あのとき母は泣いていたんだったか、それとも怒っていたんだろうか。
そういうところは反対にぼんやりとしていて、僕はこの後何度も見ることになる怒りながら泣く母の映像で記憶は定着している。
本当はどういう顔をしていたのか覚えていない。

 母と僕は、血のつながらない親子だった。
本当の母は死んだ。正確にはこの時点では母ではなかったらしい。
母は父の三番目の結婚を視野に入れた交際相手で、父はこの時二回母を失っていた。
一度目は離婚、二度目は死別だった。
僕の本当の母は二番目の母で、三番目の母は父が結婚をためらうことへの当てつけか、父の知らないところでよく僕を殴った。

 それから二日間、押し入れの中に閉じ込められた。
僕は全然いやじゃなかった。一人でいるとえこおずが来るからだ。
えこおずは僕にいろんな話をしてくれた。
えこおずはよく歌を歌ってくれた。
歌詞はほとんど忘れてしまった。
でも、えこおずのかすれた声と、歌のさびしげな節回しの雰囲気だけは今でもなんとなく覚えている。

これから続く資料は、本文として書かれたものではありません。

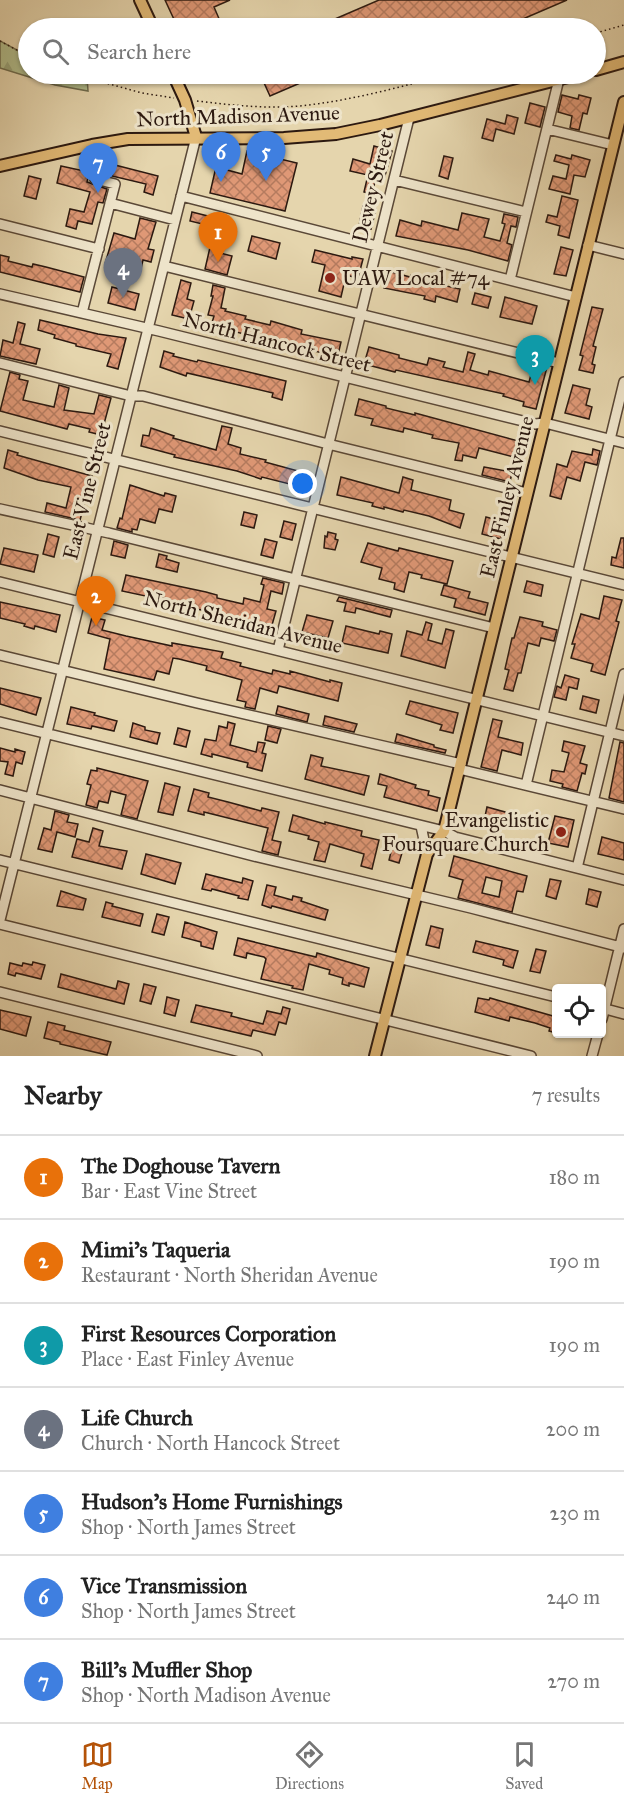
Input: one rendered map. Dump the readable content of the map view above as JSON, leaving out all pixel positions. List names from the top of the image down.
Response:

 二日経って母が僕を解放してくれたのは、僕がすっかり反省したからではなかったし、また、僕の身の安全が心配になったからでもなかった。
母は恐ろしくなったのだ。
きっと母は、押し入れの中から聞こえてくる、僕の笑い声を聞いていたに違いない。
えこおずの話は面白い。
一緒にいると、小学校の友達のだれより楽しいことは間違いなかった。


――友という字は綿よりも軽薄にして
愛という字は呪詛怨嗟の坩堝なり
知らぬ存ぜぬ大声あげて
百まで数えてもういいかい

えこおず、えこおず、聞こえるか。
聞こえてくるのはぼくの声。
えこおず、えこおず、聞こえるか。
いつまでたっても森の奥――


「響介、えこおずってそいつか?」

 すでに僕は母からも父からもまともに話しかけてはもらえなくなっていた。
それどころか、学校でも僕はおかしいというレッテルを張られ、避けられるようになっていた。
僕はそれで全然さびしくはなかったし、みんなが僕を避けてくれる分、僕は保育園にいるときよりもえこおずと一緒にいられる時間が長くなってうれしかった。
えこおずは学校の池のほとりが好きだった。
僕は休み時間も放課後も、自分が使える時間はすべてえこおずと二人きりで池のほとりでおしゃべりをしたり、えこおずと一緒に歌ったりした。

 そんな僕にとって、えこおずの次に特別な存在だったのが兄だった。
兄はえこおずが見える僕以外の最初で、そして最後の人物だった。
小学六年生だった兄はある日、池のほとりの僕とえこおずを見つけて、そう言った。

 兄は父と一番目の母の間にできた子供で、僕との血のつながりは半分だけだった。
顔も似ていなかった。性格も似ていないと思う。
でも、兄は何かと僕をかばってくれることが多くて、いつも優しかったので、僕は兄のことは好きだった。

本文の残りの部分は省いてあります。